Alienware wants your feedback
Interested in getting the UFO into your eager little hands? So am I. I can see myself replaying The Witcher 3: Wild Hunt on this thing while riding the A train on the way to work, happily humming “Toss a Coin to Your Witcher.”
But, as this is a concept device, it’s up to you to get the word out to Alienware. Unlike most of the brand’s products, this one isn’t going to happen in a bubble. It’s going to take community support to make it happen.
“We want to take it further and how it’s received at CES I think will help shape that conversation,” said Watkins.
The Concept UFO marks the first time Alienware has pulled back the curtain on its path to bringing a new product to fruition. It’s a path fraught with decisions that could bring the device to market or relegate it to the vaporware bin.

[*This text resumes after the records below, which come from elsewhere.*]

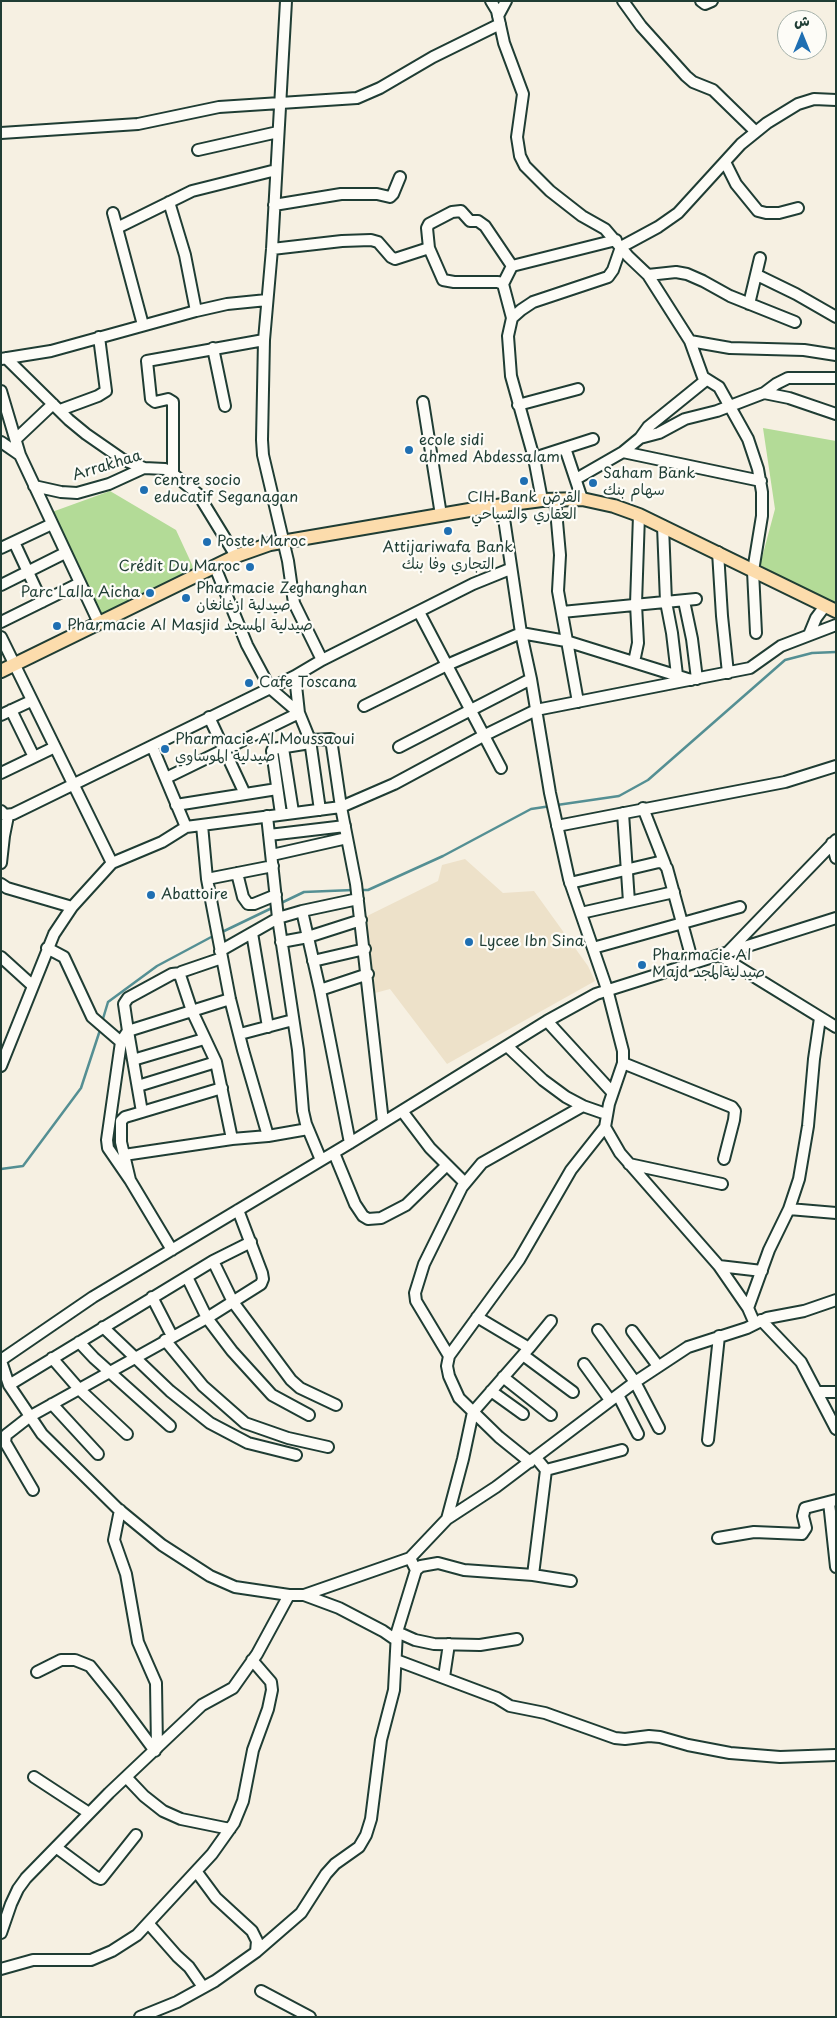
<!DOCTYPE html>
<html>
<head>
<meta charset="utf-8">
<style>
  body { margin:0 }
  #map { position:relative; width:837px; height:2018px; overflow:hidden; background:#f6f0e2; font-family:"Playpen Sans","Playpen Sans Arabic",sans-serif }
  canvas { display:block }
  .frame { position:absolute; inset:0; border:2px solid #1f3d34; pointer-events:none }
  .north { position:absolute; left:777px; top:10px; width:50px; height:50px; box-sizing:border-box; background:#fdfcf7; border:1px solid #a4b0a9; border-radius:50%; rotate:0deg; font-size:14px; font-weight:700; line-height:20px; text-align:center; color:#1f3d34 }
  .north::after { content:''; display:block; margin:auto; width:18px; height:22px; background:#1f6fb2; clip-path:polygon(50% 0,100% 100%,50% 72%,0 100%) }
</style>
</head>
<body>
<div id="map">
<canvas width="837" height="2018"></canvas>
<div class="frame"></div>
<div class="north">ش</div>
</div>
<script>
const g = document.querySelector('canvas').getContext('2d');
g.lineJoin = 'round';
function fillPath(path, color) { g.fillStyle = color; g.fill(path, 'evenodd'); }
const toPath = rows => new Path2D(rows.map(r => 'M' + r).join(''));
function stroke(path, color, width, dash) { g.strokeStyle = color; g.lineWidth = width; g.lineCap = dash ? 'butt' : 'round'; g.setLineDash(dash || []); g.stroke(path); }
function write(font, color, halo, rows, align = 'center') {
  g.font = font + ' "Playpen Sans","Playpen Sans Arabic",sans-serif'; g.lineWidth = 4.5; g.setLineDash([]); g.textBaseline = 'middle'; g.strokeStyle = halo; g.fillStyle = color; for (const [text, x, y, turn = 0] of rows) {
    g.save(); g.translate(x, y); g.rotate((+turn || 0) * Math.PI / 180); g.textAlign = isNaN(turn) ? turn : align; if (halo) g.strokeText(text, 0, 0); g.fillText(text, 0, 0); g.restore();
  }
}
fillPath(toPath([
  [465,859,503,893,534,891,588,966,595,981,447,1064,390,989,375,993,365,917,438,881,442,865]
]), '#ede1c9');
fillPath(toPath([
  [763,428,836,441,836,606,760,565,775,509],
  [110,491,176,530,195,571,102,614,52,512]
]), '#b3db97');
stroke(toPath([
  [557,805,619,796,648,780,785,660,812,653,836,652],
  [358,890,368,890,443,856,531,809,551,806],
  [279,904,304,892,353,890],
  [220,933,274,907],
  [102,1022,108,1002,157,966,215,935],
  [1,1169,23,1166,81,1088,101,1027]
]), '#548f93', 2.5);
const minor = toPath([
  [286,1,272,249,264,340,262,440,263,455,288,561,294,603,322,660],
  [491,1,497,11,504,43,523,94,517,137,520,156,525,166,550,191,582,216,605,229,628,256,648,275,690,341,703,377,719,387,748,439,758,469,762,492,762,516,753,571,756,633],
  [623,1,641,26,686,76,693,82,713,90,755,131],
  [701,1,705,4,712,1],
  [498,16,506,1],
  [1,133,138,124,219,107,357,98,380,88,433,57,500,24],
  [198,150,278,132],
  [725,162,736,184,758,211,766,213,779,213,798,208],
  [169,202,185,255,196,311],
  [274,205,341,194,377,194,390,197,393,194,400,177],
  [113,213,143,325],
  [117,228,192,191,276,170],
  [272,249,342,241,371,240,378,242,391,257,395,259,429,248],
  [648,275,676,272,687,274,703,281,730,296,795,322],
  [757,275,796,294,836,317],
  [503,284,498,282,454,282,443,280,429,248,427,228,429,224,452,212,461,211,470,221,478,221,485,226,512,266],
  [749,304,760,258],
  [512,318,503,284,512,266,616,240],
  [690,341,730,348,804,350,836,355],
  [213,348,225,406],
  [6,358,69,420,86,434,122,459,144,468],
  [1,359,51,351,196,311,227,304,267,300],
  [1,391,20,455,99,623],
  [764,393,789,398,836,414],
  [423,402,441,515],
  [518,405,578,389],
  [60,410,98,396,106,391,99,337],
  [640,438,659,433,685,419,717,411,764,393,776,384,788,378,835,378],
  [16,439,53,404],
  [1,442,20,455],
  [565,448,582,499],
  [623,452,761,481],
  [534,458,593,439],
  [173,474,173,402,168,399,155,402,151,399,147,361,264,340],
  [576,479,623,452,640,438,648,427,706,380],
  [34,486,61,492,77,493,109,484,144,468,165,469,173,474,198,494,236,556],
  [555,499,560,555,558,591,578,702],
  [542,500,534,458,511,376,508,336,512,318,521,310,533,302,608,277,613,270,621,247,658,227,678,213,741,144,767,123,798,104,814,99,836,100],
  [502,505,521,633,531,679,550,793,569,879,607,989,623,1051,623,1063,609,1104,605,1127,620,1153,719,1266,748,1308,755,1324],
  [663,526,666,602,672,633,677,675],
  [14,542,42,602],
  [1,548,52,524],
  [718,552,722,616,728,673],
  [215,567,247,645,270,688,299,713],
  [1,585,65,553],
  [684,601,692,639,697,679],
  [419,612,501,768],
  [562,612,696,599],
  [1,622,80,583],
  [809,635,816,618,825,606],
  [1,637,112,863],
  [634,662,638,643,636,604,639,515],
  [295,676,299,713,310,740,331,739,341,807,356,884,383,1122],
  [364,706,447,665,521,633,566,641,691,680],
  [11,710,34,757],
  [1,715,31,701],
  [209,717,245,794],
  [310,740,320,810],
  [152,746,186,827],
  [399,747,531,679],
  [283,748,293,812],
  [1,773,55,747],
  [166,778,299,713],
  [176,805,277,789],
  [643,808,665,864],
  [1,811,5,815,13,814,295,676,322,660,473,584,510,569],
  [623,813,629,902],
  [281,814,272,751,273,749,310,743],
  [267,816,278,918,298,1050,303,1111,306,1124,321,1160],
  [202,825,207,879,273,866],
  [557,826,785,782,836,766],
  [269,835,345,826],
  [1,836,4,836,1,863],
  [4,836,8,816],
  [832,843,836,858],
  [272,855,347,838],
  [237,873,243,897,248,904,254,904,276,895],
  [207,879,230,999,243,1050,268,1136],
  [570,883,659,862,663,863,667,868,693,963],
  [1,884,7,888,72,907],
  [302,911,320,990,350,1143],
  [581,913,674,892],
  [252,933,268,1027],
  [281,942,308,937,361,920],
  [47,948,64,957,92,1017,121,1042,107,1140,108,1148,130,1180],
  [593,948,740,907],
  [220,951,278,918,302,911,358,899],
  [728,952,836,840],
  [719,955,836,1027],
  [1,957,33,986],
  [222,958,181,972,180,975,192,1011,216,1062,232,1139],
  [313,961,365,949],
  [320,990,368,974],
  [547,1021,612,1092],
  [240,1034,293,1020],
  [124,1037,128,1031,124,1004,128,998,172,974,181,973],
  [507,1046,543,1080,566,1097,583,1106,606,1114],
  [133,1060,204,1039],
  [623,1063,732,1107,735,1111,734,1120,724,1159],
  [1,1066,54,934,72,907,112,863,162,842,186,827,341,807,394,784,483,736,536,710,750,668,781,646,836,625],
  [138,1086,216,1062],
  [402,1111,430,1148,465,1183],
  [142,1112,128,1031,230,999],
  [334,1153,355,1204,363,1216,368,1219,381,1218,406,1205,447,1165],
  [124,1155,232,1139,268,1136,308,1129],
  [629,1164,722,1184],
  [789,1209,836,1213],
  [172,1250,130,1180,121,1142,121,1121,125,1117,132,1115,222,1088],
  [213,1261,233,1302,291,1380,300,1388,336,1405],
  [719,1266,762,1271],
  [187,1277,207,1318,232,1351,272,1395,309,1415],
  [152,1297,172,1336],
  [748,1308,769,1250,789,1209,799,1179,808,1126,814,1059,820,1018],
  [477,1317,529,1348],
  [761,1320,801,1362,836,1429],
  [103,1327,170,1391,210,1423,248,1443,296,1455],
  [598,1330,635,1382,659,1428],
  [632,1331,658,1366],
  [165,1340,203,1386,245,1423,288,1438,328,1447],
  [79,1342,94,1358,170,1426],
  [523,1355,573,1392],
  [449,1356,416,1301,415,1293,424,1264,462,1187,482,1163,583,1106],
  [52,1358,79,1389,127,1434],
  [1,1360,93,1297,350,1143,547,1021,596,994,836,918],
  [1,1361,9,1385,42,1434,117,1508,162,1545,210,1576,235,1587,289,1595,304,1595,410,1558,447,1519,496,1487,635,1382,688,1347,747,1328,767,1318,804,1311,836,1300],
  [584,1364,610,1400],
  [503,1377,551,1415],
  [9,1385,213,1261,251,1242],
  [491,1391,523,1414],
  [817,1392,836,1392],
  [618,1395,638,1434],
  [52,1404,98,1454],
  [708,1440,719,1336],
  [530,1462,499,1437,459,1398,449,1376,447,1366,449,1356,519,1260,571,1170,605,1127],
  [546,1470,622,1450],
  [33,1490,5,1442,6,1435,29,1417,207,1318,261,1284,263,1279,262,1273,238,1210],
  [829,1502,836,1567],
  [120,1510,114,1540,126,1574,138,1642,156,1683,157,1748],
  [447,1519,463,1459,473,1412,529,1348,551,1321],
  [718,1538,754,1532,802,1534,806,1528,803,1516,805,1508,836,1500],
  [416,1570,421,1566,438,1563,464,1570,533,1575,546,1470,536,1458],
  [533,1575,571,1581],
  [304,1595,339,1608,383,1631,396,1640],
  [397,1632,415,1640,434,1644,480,1645,517,1639],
  [396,1660,497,1698,510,1706,545,1713,615,1738,625,1739,649,1736,660,1737,688,1745,730,1753,780,1757,836,1755],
  [37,1672,61,1660,75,1660,90,1666,115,1697,155,1751],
  [444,1677,449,1644],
  [34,1777,89,1813],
  [126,1777,144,1796,163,1811,181,1819,230,1829],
  [57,1848,96,1877,101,1879,136,1835],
  [196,1871,216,1898,252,1931,257,1941,256,1952],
  [148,1923,177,1956,189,1967,203,1987],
  [1,1933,11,1904,18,1889,26,1878,109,1793,202,1705,233,1688,257,1654,289,1595],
  [1,1969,33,1960,91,1960,112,1951,137,1935,212,1854,234,1823,243,1801,253,1750,268,1709,272,1690,271,1682,252,1660],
  [261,1991,310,2017],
  [140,2017,177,2002,215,1981,256,1952,301,1913,326,1874,335,1864,359,1847,366,1835,371,1819,381,1740,394,1690,397,1632,416,1570,410,1558]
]);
const major = toPath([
  [1,671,236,556,270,544,481,508,542,500,582,499,614,506,639,515,836,611]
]);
stroke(minor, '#1f3d34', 14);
stroke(major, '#1f3d34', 16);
stroke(minor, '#fdfcf7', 10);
stroke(major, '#fcdcac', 12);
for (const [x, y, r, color] of [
  [409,450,5,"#1f6fb2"],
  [524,481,5,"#1f6fb2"],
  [593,483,5,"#1f6fb2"],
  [144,490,5,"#1f6fb2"],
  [448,531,5,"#1f6fb2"],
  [207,542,5,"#1f6fb2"],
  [250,567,5,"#1f6fb2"],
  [150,593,5,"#1f6fb2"],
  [186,598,5,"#1f6fb2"],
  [57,626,5,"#1f6fb2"],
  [249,683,5,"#1f6fb2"],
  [165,749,5,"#1f6fb2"],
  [151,895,5,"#1f6fb2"],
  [469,942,5,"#1f6fb2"],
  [642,965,5,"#1f6fb2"]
]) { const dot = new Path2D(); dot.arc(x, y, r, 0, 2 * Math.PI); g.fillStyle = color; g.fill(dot); stroke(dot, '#fdfcf7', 2); }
write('15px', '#1f3d34', '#fdfcf7', [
  ["ecole sidi",419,441],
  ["ahmed Abdessalam",419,458],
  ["Saham Bank",603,474],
  ["سهام بنك",603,491],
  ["centre socio",154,481],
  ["educatif Seganagan",154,498],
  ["CIH Bank القرض",524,498,"center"],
  ["العقاري والسياحي",524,515,"center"],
  ["Poste Maroc",217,542],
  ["Attijariwafa Bank",448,548,"center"],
  ["التجاري وفا بنك",448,565,"center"],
  ["Crédit Du Maroc",240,567,"right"],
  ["Pharmacie Zeghanghan",196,589],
  ["صيدلية ازغانغان",196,606],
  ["Parc Lalla Aicha",140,593,"right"],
  ["Pharmacie Al Masjid صيدلية المسجد",67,626],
  ["Cafe Toscana",259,683],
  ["Pharmacie Al Moussaoui",175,740],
  ["صيدلية الموساوي",175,757],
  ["Abattoire",161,895],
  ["Lycee Ibn Sina",479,942],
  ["Pharmacie Al",652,956],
  ["Majd صيدليةالمجد",652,973]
], 'left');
write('15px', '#1f3d34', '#fdfcf7', [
  ["Arrakhaa",107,466,-17]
]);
</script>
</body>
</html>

After demoing the device several times, it seems that the UFO is further along in the development than Alienware would have us believe.
True, there are still some bugs to work out such as title aggregation and a co-op solution, but as it stands, the UFO could be the product PC gamers searching for a truly mobile solution are looking for. But in addition to fixing any hardware and software issues, the biggest factor in the concept’s ultimate success or failure will lie with the price and how this device is marketed.
If Alienware only goes after hardcore gamers, it won’t gain the traction it needs to truly thrive. The company is going to have to take a page of the console maker’s playbook and make it affordable enough that moms and dads won’t stop dead in their tracks due to sticker shock.